═════ Data for review

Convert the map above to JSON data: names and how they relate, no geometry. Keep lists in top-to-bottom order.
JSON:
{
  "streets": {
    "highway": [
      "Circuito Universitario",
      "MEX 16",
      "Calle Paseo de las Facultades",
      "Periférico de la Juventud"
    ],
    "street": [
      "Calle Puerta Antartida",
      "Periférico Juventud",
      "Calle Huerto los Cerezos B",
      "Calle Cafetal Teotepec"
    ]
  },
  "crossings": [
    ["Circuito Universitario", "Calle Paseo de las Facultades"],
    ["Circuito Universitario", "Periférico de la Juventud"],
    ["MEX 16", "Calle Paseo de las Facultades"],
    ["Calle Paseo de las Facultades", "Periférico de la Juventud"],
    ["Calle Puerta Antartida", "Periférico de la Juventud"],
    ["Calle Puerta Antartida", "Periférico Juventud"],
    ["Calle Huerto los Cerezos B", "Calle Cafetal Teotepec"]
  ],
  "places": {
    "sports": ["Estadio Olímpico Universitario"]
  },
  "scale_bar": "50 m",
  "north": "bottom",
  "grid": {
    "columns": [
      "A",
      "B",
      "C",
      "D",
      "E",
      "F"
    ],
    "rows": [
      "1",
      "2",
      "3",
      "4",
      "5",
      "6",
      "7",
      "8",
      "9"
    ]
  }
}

══════════

Your task is to collect every line above that contains the word "Facultades".

      "Calle Paseo de las Facultades",
    ["Circuito Universitario", "Calle Paseo de las Facultades"],
    ["MEX 16", "Calle Paseo de las Facultades"],
    ["Calle Paseo de las Facultades", "Periférico de la Juventud"],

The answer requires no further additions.